Days before school pupils and others took to the streets to take part in a global day of action against climate change, someone, somewhere thought it wise to take a decision which will inevitably be counter-productive.
Dundee City Council has confirmed it will stop issuing Fife residents with permits to drive domestic vans and trailers into its Baldovie and Riverside recycling centres, meaning people who live in the Tay Bridgehead area now face a lengthy journey to dispose of waste in Cupar or St Andrews.
Despite the fact people in Newport can, literally, see the other side of the Tay and the bright lights of Dundee, these same people are now going to have to use vehicles to travel many more miles to recycle their waste.
Cash, not climate is, as always, at the root of the issue.
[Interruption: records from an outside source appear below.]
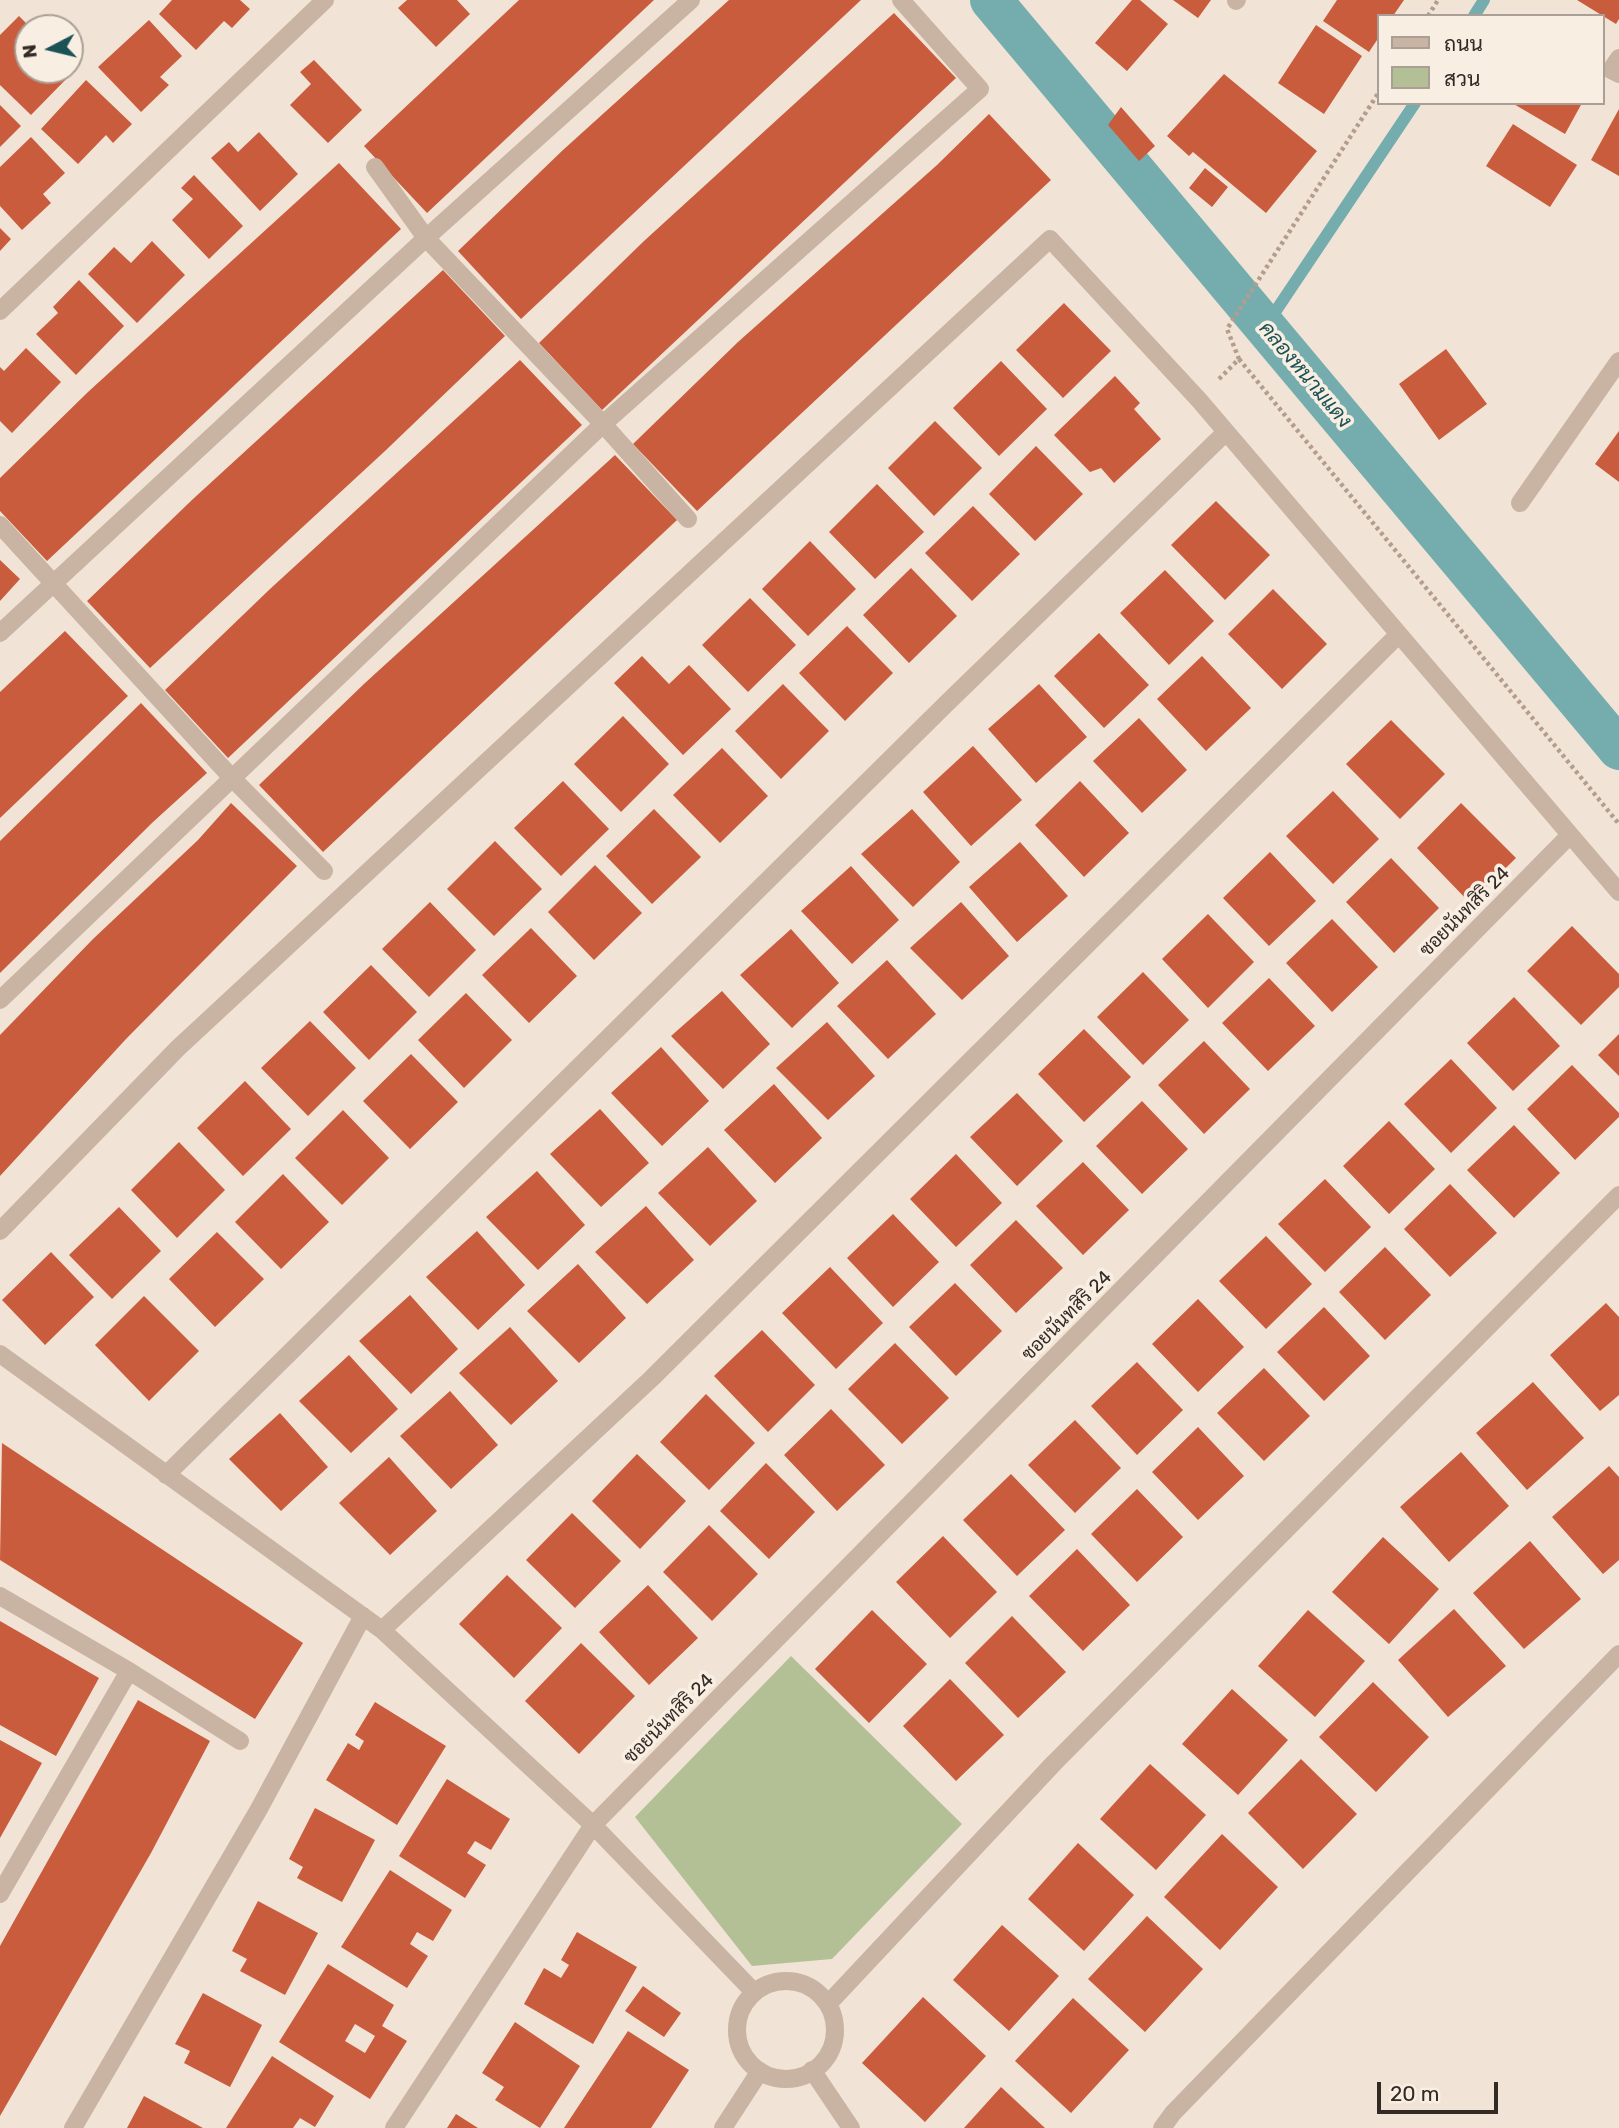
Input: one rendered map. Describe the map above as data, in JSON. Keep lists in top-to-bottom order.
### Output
{
  "streets": {
    "street": ["ซอยนันทสิริ 24"]
  },
  "water": ["คลองหนามแดง"],
  "legend": ["ถนน", "สวน"],
  "scale_bar": "20 m",
  "north": "left"
}
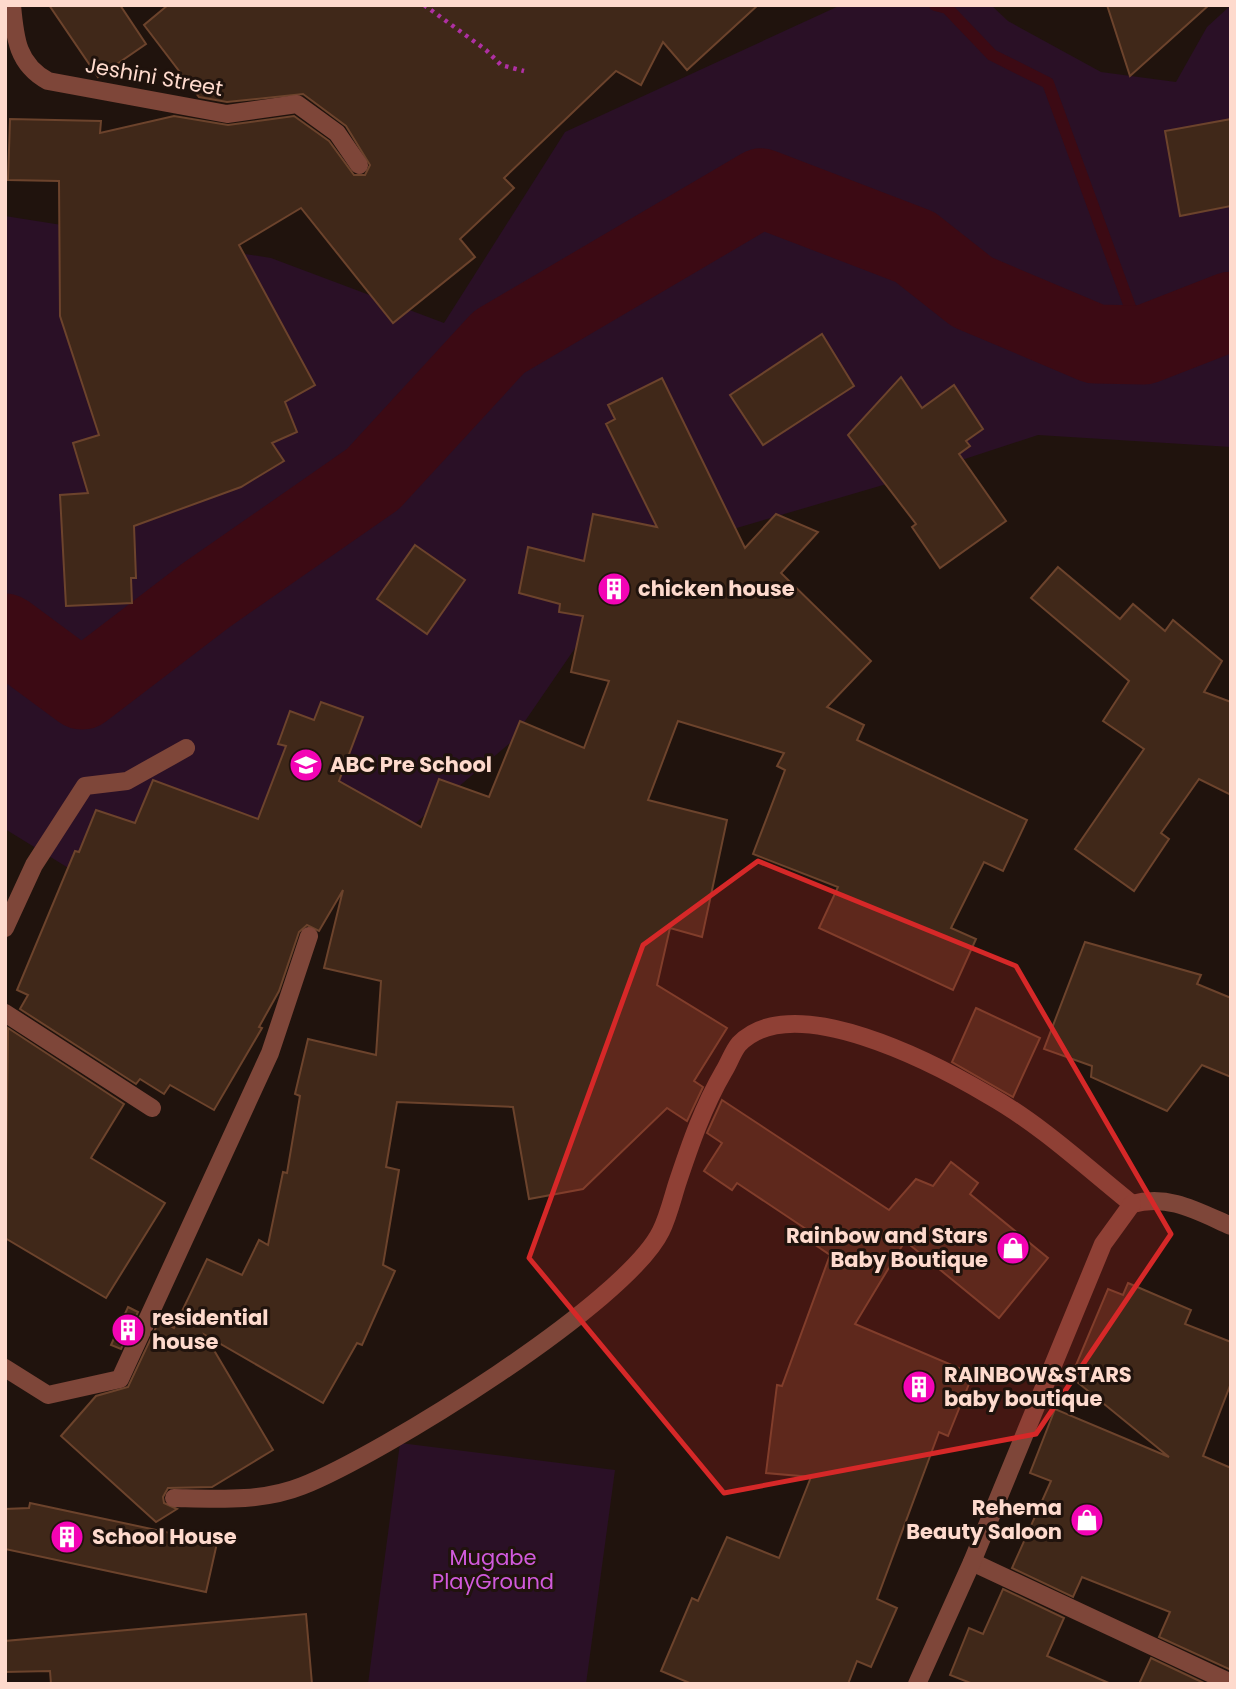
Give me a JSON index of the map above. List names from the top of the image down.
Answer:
{
  "streets": {
    "street": ["Jeshini Street"]
  },
  "parks": ["Mugabe PlayGround"],
  "places": {
    "building": [
      "chicken house",
      "residential house",
      "RAINBOW&STARS baby boutique",
      "School House"
    ],
    "school or university": ["ABC Pre School"],
    "shop": ["Rainbow and Stars Baby Boutique", "Rehema Beauty Saloon"]
  }
}
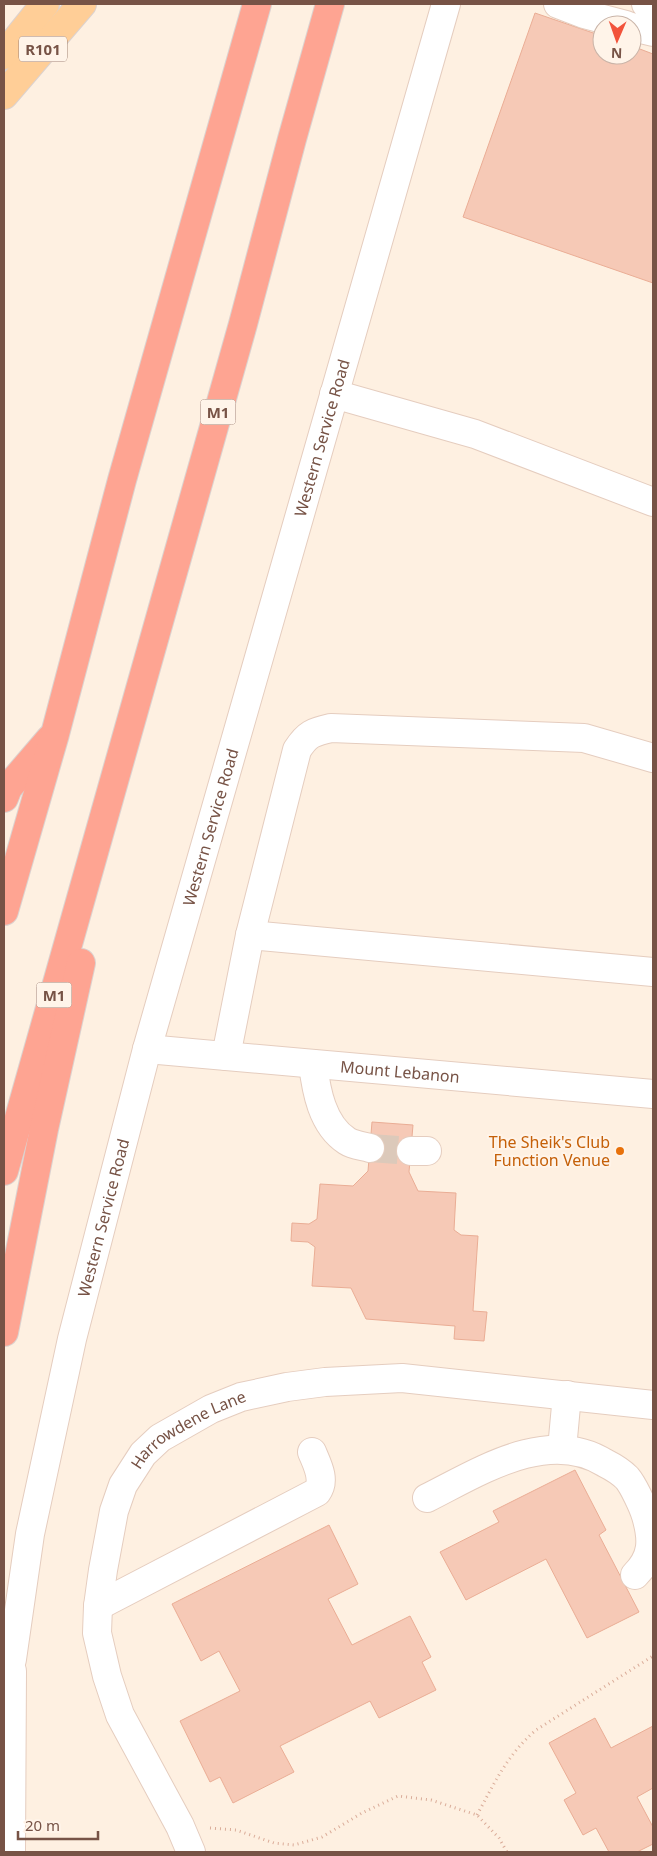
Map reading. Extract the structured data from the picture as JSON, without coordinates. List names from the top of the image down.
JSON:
{
  "streets": {
    "highway": ["M1"],
    "main road": ["R101"],
    "street": ["Western Service Road", "Mount Lebanon", "Harrowdene Lane"]
  },
  "crossings": [
    ["Western Service Road", "Mount Lebanon"]
  ],
  "places": ["The Sheik's Club Function Venue"],
  "scale_bar": "20 m",
  "north": "bottom"
}
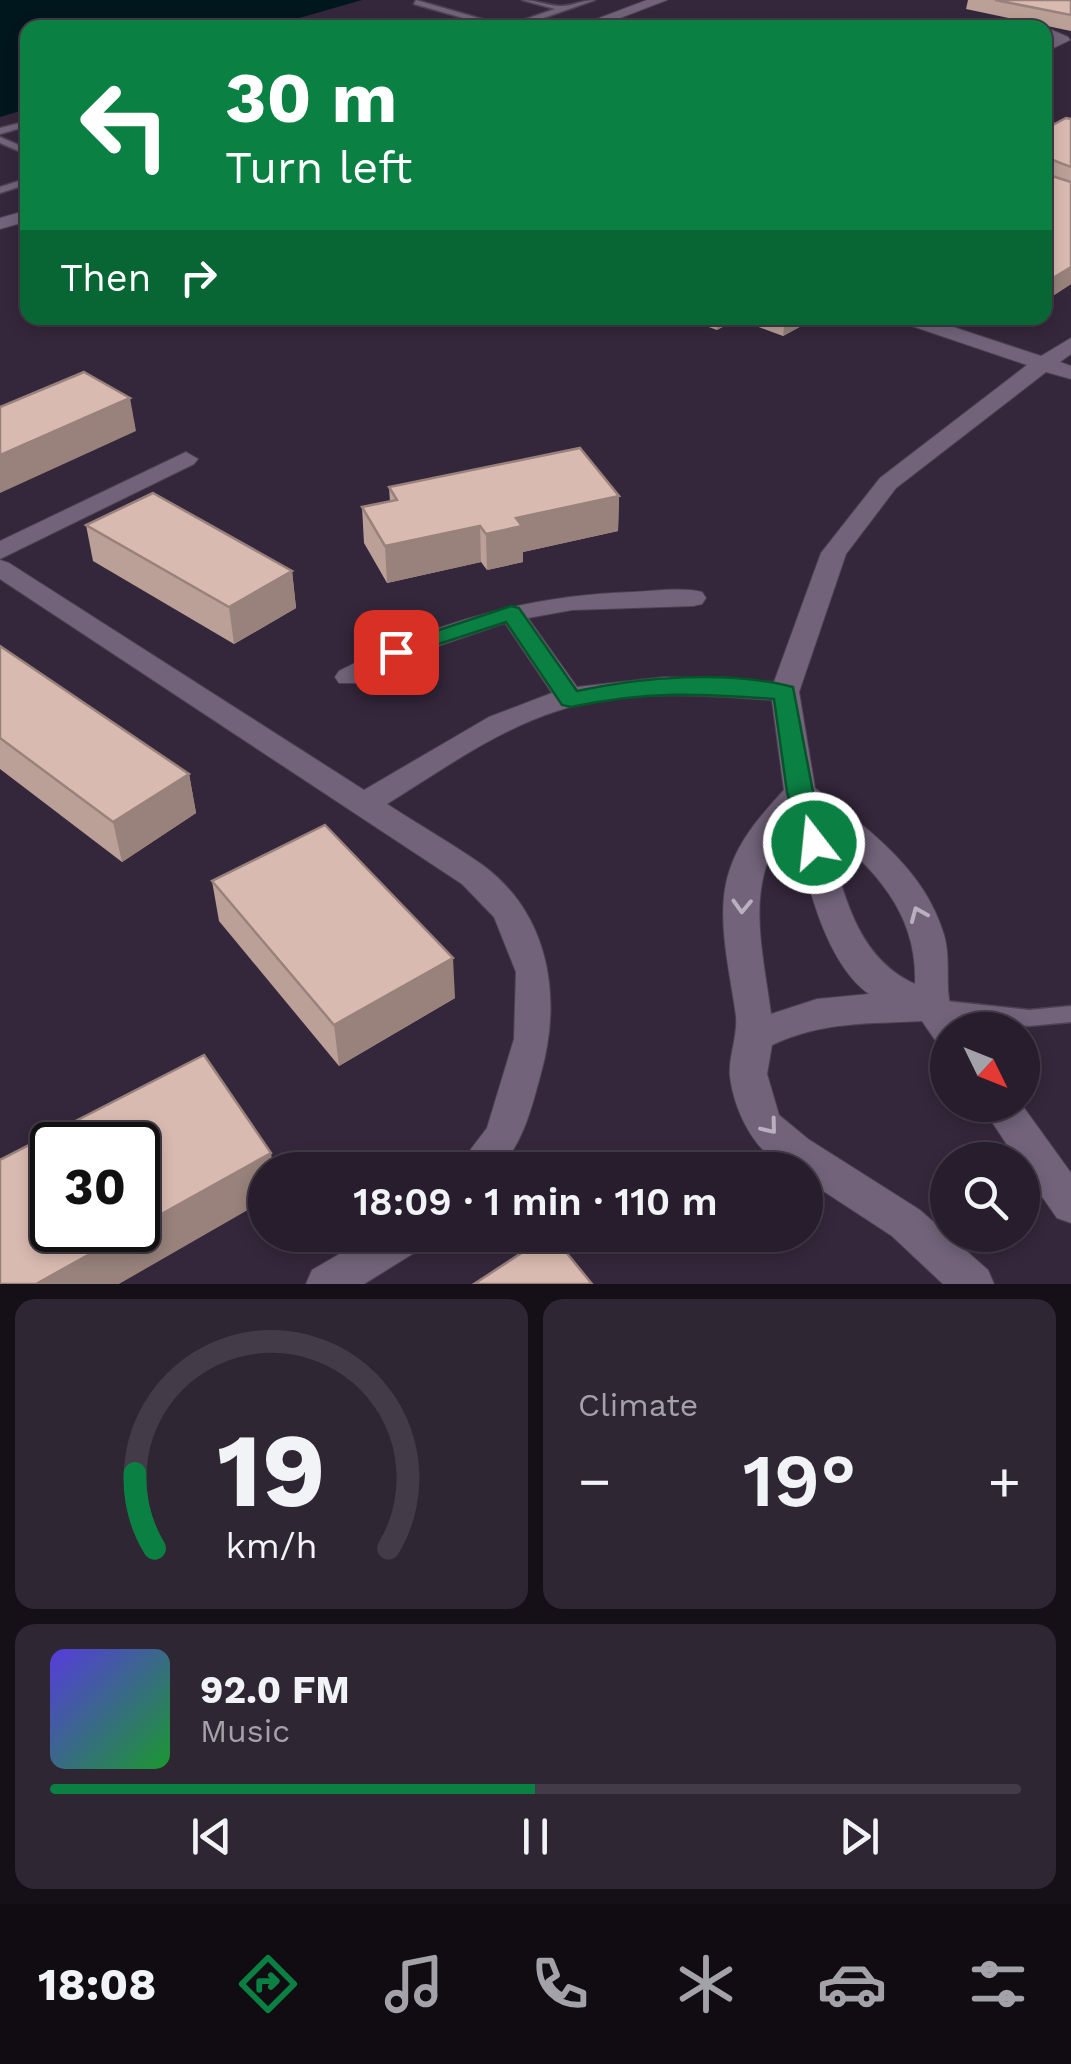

Dundee City Council has pointed out “significant costs” associated with waste disposal, regardless of where it originates.
Balanced against the environmental costs — of fuel and cleaning up the inevitable fly-tipped waste — is there a real saving in any sense?
Recycling these days isn’t easy and certainly not as easy as it should be.
Most of us do it, separating our waste into coloured bins on a daily basis, sticking them out kerbside every week and making the trips to recycling centres to ensure our rubbish is disposed of efficiently and effectively.
Yet it seems as if more and more hurdles are being put in the path of ordinary residents, just as recycling rates threaten to reach acceptable levels.
Local people, already confused and frustrated by changes to collection times for the rainbow of bins, are now being hit with restrictions to recycling site access.
We’ve also heard in the past week that a kerbside glass recycling service in Fife would probably not be a good idea because it would be too costly and resource-intensive.
All of these things cost money and councils do not have magic money trees from which to pick off the odd million here and there – we get that.
But I fear decisions like the one taken last week threatens to chip away at the goodwill of those who want to recycle but only by going the extra mile in a figurative sense, because they know it is the right thing to do.